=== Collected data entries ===
******************************

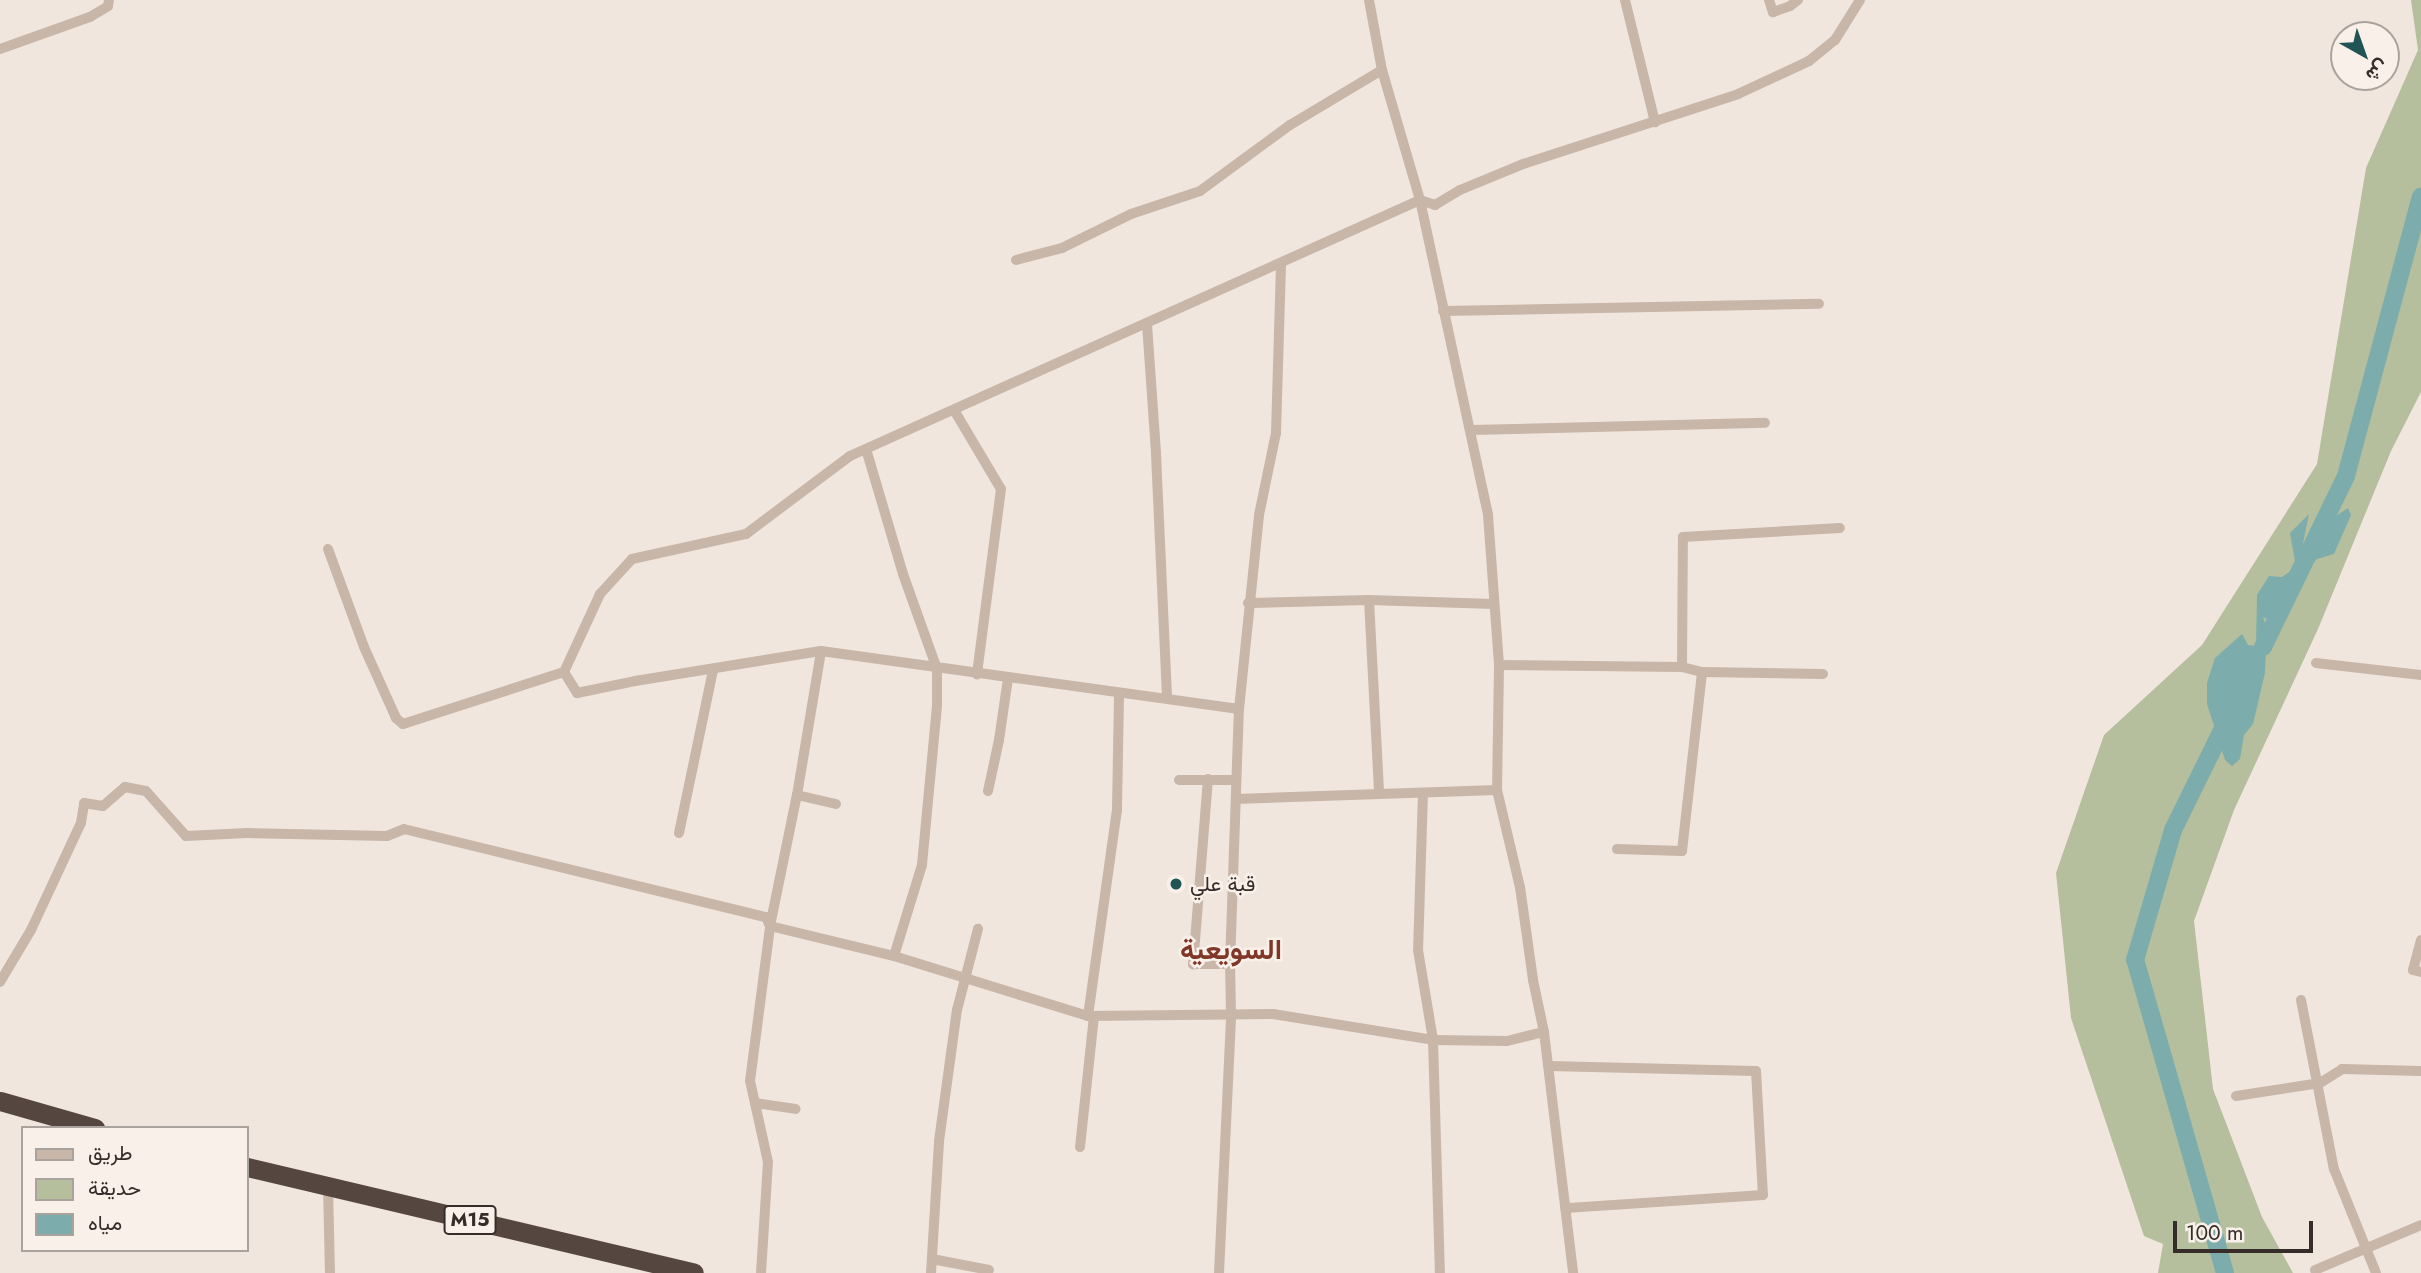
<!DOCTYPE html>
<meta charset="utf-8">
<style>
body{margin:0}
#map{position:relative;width:2421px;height:1273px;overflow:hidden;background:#f1e6dd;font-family:Jost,Vazirmatn,sans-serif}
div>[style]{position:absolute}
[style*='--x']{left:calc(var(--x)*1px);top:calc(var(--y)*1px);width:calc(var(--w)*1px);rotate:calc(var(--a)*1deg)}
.green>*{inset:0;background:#b5bf9d}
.water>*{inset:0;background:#7dacac}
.river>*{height:18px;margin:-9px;padding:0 9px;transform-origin:9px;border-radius:9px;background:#7dacac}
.street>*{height:10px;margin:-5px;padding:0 5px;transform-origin:5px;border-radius:5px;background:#c8b6a9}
.highway>*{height:19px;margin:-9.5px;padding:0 9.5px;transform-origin:9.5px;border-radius:9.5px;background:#564640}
.dots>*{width:19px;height:19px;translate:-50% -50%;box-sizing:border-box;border:4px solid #f8f0e9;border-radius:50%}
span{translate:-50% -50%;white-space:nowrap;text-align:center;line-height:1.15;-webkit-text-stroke:5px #f8f0e9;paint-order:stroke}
.shield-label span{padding:2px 5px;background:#f8f0e9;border:2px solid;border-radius:5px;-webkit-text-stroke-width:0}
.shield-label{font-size:19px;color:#362c29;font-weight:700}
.poi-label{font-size:21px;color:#362c29}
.left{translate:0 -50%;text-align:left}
.district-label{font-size:28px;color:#803727;font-weight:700}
.legend{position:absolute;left:21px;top:1126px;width:228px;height:126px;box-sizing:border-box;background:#f8f0e9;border:2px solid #aaa29c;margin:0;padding:9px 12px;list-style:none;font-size:21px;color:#362c29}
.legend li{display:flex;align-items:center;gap:14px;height:35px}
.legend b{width:35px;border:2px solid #aaa29c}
.north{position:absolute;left:2330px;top:21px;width:70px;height:70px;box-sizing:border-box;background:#f8f0e9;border:2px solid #aaa29c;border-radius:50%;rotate:140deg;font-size:19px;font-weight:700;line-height:28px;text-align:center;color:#362c29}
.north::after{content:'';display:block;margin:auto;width:24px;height:32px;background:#215455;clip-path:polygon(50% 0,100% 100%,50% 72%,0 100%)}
.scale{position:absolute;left:2173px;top:1221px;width:140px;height:32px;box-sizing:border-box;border:4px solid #362c29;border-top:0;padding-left:9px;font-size:21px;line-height:24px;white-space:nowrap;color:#362c29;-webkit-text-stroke:5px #f8f0e9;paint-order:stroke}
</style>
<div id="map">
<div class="green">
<i style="clip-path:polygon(2411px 0,2421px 0,2421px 392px,2391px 451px,2318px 629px,2234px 810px,2194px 921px,2213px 1089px,2262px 1217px,2293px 1273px,2158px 1273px,2163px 1244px,2144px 1236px,2071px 1018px,2056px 873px,2104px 735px,2202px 645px,2317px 464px,2366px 168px,2418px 50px)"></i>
</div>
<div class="water">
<i style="clip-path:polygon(2348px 508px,2351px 515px,2334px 554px,2317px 559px,2287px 587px,2284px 613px,2276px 623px,2263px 617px,2266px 626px,2273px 628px,2266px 648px,2265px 673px,2253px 724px,2244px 735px,2240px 759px,2232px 766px,2225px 760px,2207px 704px,2207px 683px,2215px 658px,2242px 634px,2248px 645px,2256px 646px,2257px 595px,2269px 576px,2282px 577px,2296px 567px,2290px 533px,2309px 514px,2302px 548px,2309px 548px,2318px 538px,2319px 527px)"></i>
</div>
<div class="river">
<i style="--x:2263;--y:647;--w:190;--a:-64.1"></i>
<i style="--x:2346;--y:476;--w:289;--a:-75"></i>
<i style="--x:2225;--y:1273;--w:326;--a:-106"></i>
<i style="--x:2135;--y:960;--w:135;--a:-73.7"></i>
<i style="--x:2173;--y:830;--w:127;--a:-63.8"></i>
</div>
<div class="street">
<i style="--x:1369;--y:0;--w:71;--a:79.5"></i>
<i style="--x:1382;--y:70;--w:135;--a:73.7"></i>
<i style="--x:1420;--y:200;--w:322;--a:77.8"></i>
<i style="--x:1488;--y:515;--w:150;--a:85.8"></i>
<i style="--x:1499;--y:665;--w:125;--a:90.9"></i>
<i style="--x:1497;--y:790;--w:100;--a:76.7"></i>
<i style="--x:1520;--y:887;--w:94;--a:82"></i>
<i style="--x:1533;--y:980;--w:53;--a:78.1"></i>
<i style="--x:1544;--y:1032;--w:243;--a:83.1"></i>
<i style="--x:1625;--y:0;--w:126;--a:76.2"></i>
<i style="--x:1769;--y:0;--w:13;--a:72"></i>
<i style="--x:1773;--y:12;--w:18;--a:-19"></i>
<i style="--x:1790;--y:6;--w:10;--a:-37"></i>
<i style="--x:0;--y:49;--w:96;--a:-19.6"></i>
<i style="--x:90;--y:17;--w:21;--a:-31"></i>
<i style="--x:108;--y:6;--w:6;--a:-81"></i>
<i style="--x:1016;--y:260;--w:48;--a:-14.6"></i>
<i style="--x:1062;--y:248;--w:77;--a:-26.2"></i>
<i style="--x:1131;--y:214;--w:73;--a:-18.4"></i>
<i style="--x:1200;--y:191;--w:112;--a:-36.3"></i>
<i style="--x:1290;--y:125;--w:107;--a:-30.9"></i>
<i style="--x:1443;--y:311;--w:376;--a:-1.1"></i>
<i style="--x:1147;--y:324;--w:130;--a:86"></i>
<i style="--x:1156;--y:454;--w:245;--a:87.4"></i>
<i style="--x:954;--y:410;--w:92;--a:59.3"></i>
<i style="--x:1001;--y:489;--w:187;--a:97.4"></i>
<i style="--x:1471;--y:430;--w:294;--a:-1.4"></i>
<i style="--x:866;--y:449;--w:130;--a:73.5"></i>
<i style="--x:903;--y:574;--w:101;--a:70.3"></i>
<i style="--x:937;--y:669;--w:37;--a:90"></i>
<i style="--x:937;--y:706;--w:160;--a:95.4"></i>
<i style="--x:922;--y:865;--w:95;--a:107.1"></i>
<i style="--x:328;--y:549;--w:104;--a:69.8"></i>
<i style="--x:364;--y:647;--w:78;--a:65.7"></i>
<i style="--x:396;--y:718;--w:9;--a:41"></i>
<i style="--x:403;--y:724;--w:169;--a:-17.9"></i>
<i style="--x:564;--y:672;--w:86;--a:-65.2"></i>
<i style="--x:600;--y:594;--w:47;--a:-47.6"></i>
<i style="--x:632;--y:559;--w:117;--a:-12.4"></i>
<i style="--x:746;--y:534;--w:130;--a:-36.9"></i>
<i style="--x:850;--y:456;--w:625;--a:-24.19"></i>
<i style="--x:1420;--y:200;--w:16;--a:18"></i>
<i style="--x:1435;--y:205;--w:29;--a:-31"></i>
<i style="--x:1460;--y:190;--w:68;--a:-22.4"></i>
<i style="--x:1523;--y:164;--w:226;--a:-18"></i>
<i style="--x:1738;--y:94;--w:78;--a:-24.9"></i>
<i style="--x:1809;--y:61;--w:33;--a:-39"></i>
<i style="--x:1835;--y:40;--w:47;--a:-58"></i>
<i style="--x:1369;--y:600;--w:194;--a:87"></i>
<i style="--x:1248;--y:603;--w:121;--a:-1.4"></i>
<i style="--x:1369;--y:600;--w:125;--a:1.8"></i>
<i style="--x:2316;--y:663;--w:106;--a:6.5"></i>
<i style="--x:1499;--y:665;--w:183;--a:0.6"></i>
<i style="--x:1682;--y:667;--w:21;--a:14"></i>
<i style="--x:1702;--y:672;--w:121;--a:0.9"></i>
<i style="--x:1682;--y:667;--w:130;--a:-89.6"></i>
<i style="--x:1683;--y:537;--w:157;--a:-3.3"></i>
<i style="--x:564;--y:672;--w:25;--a:58"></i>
<i style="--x:577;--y:693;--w:59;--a:-11.7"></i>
<i style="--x:635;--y:681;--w:188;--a:-9.2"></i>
<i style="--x:821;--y:651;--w:422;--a:7.9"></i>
<i style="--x:1208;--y:779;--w:186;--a:94.6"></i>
<i style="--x:1193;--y:964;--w:37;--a:0"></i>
<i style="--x:1179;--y:780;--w:57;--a:0"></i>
<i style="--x:988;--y:791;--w:52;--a:-77.8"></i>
<i style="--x:999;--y:740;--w:63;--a:-81.7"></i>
<i style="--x:1423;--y:793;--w:157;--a:91.8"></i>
<i style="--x:1418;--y:950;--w:91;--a:80.5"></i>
<i style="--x:1433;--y:1040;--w:233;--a:88.3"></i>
<i style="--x:797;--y:795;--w:40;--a:13"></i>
<i style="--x:1236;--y:799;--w:261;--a:-2"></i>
<i style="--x:679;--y:833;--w:167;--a:-78.2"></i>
<i style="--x:1617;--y:849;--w:65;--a:1.8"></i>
<i style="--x:1682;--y:851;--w:180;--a:-83.6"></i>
<i style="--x:2421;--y:940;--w:31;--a:105"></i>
<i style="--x:2413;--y:970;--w:8;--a:14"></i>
<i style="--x:0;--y:982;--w:61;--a:-59.2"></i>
<i style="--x:31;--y:930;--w:118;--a:-65"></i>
<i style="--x:81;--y:823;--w:20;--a:-81"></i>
<i style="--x:84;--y:803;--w:19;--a:9"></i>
<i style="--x:103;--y:806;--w:29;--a:-41"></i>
<i style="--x:125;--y:787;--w:21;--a:11"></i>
<i style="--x:146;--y:791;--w:60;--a:48.4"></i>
<i style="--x:186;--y:836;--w:61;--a:-2.8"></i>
<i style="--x:247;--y:833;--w:140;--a:1.2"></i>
<i style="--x:387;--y:836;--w:18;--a:-22"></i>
<i style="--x:404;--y:829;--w:373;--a:13.7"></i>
<i style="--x:766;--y:917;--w:10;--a:66"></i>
<i style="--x:770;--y:926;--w:128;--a:13.6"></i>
<i style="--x:894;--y:956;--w:203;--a:17.2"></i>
<i style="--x:1088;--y:1016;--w:185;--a:-0.6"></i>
<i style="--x:1273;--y:1014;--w:162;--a:9.2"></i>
<i style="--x:1433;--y:1040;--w:74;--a:0.8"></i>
<i style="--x:1507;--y:1041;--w:38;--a:-14"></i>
<i style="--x:2301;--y:1000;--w:172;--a:79"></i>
<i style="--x:2334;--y:1169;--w:112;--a:68"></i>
<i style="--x:1088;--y:1016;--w:208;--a:-82"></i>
<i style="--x:1117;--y:810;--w:117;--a:-89"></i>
<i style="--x:1549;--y:1066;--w:207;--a:1.4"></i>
<i style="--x:1756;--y:1071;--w:124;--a:86.8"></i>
<i style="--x:1763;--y:1195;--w:198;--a:176.2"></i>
<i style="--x:2236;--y:1096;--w:85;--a:-8.8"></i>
<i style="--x:2320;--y:1083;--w:26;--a:-32"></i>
<i style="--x:2342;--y:1069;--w:79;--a:1.5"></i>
<i style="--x:755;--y:1103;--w:41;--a:8.3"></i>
<i style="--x:1080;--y:1147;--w:131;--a:-83.9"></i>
<i style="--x:328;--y:1186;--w:87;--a:88.7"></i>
<i style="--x:932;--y:1259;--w:58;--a:10.9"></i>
<i style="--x:2315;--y:1270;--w:115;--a:-23"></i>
<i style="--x:761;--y:1273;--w:111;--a:-86.4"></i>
<i style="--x:768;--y:1162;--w:83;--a:-102.5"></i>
<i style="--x:750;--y:1081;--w:156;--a:-82.6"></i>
<i style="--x:770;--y:926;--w:134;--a:-78.4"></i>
<i style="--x:797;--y:795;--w:146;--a:-80.5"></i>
<i style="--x:931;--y:1273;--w:132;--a:-86.5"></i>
<i style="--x:939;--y:1141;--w:132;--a:-82.2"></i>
<i style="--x:957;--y:1010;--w:84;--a:-75.5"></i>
<i style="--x:1219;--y:1273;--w:259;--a:-87.3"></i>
<i style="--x:1231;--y:1014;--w:50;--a:-91.1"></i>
<i style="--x:1230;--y:964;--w:255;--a:-88"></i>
<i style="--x:1239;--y:709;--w:195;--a:-84.1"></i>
<i style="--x:1259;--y:515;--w:84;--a:-78.3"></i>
<i style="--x:1276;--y:433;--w:170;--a:-88.3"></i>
</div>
<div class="highway">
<i style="--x:0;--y:1101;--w:99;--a:15.9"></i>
<i style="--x:247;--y:1167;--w:459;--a:13.3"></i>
</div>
<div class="dots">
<i style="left:1176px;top:884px;background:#215455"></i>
</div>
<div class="shield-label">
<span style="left:470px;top:1220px">M15</span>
</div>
<div class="poi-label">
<span class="left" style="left:1190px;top:884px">قبة علي</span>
</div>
<div class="district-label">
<span style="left:1231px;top:950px">السويعية</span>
</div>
<ul class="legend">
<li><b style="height:9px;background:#c8b6a9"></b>طريق</li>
<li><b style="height:19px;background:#b5bf9d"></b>حديقة</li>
<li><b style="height:19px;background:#7dacac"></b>مياه</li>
</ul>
<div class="north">ش</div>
<div class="scale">100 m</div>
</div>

******************************

=== Problem statement ===
Copy out the lines above with "river" in them.

=== Response below ===
.river>*{height:18px;margin:-9px;padding:0 9px;transform-origin:9px;border-radius:9px;background:#7dacac}
<div class="river">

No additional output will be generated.